With temperatures in the 90s, people prefer to stay indoors instead of exercising in the heat.

To beat the heat and get in the daily 30 minutes of exercise, swimming or other water exercises are ideal options. Water-based exercises provide a plethora of health benefits.

They're helpful for everyone, but especially to individuals who are overweight, are seniors or those with joint problems.
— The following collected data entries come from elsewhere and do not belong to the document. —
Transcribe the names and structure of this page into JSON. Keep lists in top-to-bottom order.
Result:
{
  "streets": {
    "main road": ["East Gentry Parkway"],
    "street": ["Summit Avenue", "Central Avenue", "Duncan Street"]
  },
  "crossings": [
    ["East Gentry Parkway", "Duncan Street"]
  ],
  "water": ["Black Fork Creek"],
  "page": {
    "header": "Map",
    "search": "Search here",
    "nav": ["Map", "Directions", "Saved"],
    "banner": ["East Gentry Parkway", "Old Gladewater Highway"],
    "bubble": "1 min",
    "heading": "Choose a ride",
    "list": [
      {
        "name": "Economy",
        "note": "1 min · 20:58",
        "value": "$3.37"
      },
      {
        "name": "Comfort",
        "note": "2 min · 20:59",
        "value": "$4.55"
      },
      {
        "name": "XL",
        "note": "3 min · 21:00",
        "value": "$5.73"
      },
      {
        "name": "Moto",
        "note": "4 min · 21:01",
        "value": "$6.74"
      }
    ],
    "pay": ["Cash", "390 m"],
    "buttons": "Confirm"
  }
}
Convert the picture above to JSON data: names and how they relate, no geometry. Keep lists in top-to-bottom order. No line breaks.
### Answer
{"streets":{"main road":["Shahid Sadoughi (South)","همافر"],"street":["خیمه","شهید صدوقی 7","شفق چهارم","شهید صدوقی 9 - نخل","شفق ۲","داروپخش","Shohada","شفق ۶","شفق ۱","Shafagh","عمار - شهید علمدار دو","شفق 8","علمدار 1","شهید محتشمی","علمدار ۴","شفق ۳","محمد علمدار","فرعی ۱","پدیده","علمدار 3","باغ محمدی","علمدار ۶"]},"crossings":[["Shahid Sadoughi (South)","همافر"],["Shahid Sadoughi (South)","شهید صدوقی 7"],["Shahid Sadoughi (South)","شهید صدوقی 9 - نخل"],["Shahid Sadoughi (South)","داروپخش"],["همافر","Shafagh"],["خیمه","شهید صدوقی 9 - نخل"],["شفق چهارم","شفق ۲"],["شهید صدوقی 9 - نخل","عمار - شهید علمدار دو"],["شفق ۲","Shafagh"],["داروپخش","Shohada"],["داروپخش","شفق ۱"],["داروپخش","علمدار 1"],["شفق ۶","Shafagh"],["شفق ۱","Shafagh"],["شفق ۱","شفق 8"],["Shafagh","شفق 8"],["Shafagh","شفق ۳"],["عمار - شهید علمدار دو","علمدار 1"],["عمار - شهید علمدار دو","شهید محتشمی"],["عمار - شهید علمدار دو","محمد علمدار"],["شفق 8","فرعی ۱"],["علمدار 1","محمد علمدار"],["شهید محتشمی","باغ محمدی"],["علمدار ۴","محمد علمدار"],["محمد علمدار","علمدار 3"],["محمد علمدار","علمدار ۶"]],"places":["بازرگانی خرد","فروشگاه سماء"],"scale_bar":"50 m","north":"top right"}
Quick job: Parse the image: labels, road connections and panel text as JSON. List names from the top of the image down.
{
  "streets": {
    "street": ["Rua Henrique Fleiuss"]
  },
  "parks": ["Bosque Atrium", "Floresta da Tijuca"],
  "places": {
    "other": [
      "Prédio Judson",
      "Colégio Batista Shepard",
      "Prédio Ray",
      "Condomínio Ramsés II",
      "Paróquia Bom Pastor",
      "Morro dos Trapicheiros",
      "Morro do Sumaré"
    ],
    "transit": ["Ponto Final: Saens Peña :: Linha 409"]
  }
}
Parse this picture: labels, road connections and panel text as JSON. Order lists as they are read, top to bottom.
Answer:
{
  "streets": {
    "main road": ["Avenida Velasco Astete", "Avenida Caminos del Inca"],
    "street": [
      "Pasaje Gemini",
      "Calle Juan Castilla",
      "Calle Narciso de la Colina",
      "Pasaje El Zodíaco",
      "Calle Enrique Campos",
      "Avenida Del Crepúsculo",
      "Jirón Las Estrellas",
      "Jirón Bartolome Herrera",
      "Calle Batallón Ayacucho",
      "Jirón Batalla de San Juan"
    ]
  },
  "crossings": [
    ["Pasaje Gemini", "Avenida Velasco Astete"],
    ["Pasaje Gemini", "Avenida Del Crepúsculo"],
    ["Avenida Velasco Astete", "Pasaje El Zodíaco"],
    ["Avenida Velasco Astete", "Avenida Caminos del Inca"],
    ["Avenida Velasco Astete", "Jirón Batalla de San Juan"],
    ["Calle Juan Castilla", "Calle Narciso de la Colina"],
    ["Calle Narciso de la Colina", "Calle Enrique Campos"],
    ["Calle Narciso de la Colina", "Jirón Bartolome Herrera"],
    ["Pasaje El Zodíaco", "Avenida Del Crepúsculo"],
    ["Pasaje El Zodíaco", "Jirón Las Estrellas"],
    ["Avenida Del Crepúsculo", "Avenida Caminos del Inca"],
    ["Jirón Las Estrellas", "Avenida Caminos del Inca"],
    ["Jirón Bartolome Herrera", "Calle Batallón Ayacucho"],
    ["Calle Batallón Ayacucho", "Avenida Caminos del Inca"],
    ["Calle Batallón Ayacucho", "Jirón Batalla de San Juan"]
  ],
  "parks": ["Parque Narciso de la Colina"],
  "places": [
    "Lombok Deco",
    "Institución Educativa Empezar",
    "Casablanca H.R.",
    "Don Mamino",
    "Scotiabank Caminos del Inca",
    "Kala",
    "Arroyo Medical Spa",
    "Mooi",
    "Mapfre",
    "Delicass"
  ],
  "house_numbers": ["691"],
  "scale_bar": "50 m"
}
According to the Centers for Disease Control and Prevention, water-based exercises improve the use of affected joints and decreases pain of people with arthritis. People with rheumatoid arthritis have more health improvements after participating in hydrotherapy than with other activities, according to CDC reports.

Working out in water places an upward force on bodies, or buoyancy. It creates a lesser pull of gravity, feeling as though the body weighs 90 percent less in water than on land. The water offers support and improves strength and mobility, an important benefit for people in rehabilitation.

"You can do anything in the water that you can do on land," said Sharon Hambrick, who has taught an aquacise class at Tyler's YMCA for about 15 years.

Ms. Hambrick's class comprises stretching, an aerobic routine, toning and a cool down during a one-hour slot.

Tricia Watkins has taken the class for about two years. She enjoys variety — she also line dances and works out in the YMCA weight room.

"I like it because it relaxes me and it's a different way of toning my muscles," she said. "You don't exercise. The water does because of the pressure."

Water is about 800 times denser than air. That pressure, when emerged in water up to the neck, applies resistance, forcing people to engage their muscles without feeling like they are.

Water exercises also help with depression symptoms and improve mood. In addition, CDC reports also state that water-based exercise can improve the health of mothers and their unborn children and has a positive effect on the mothers' mental health.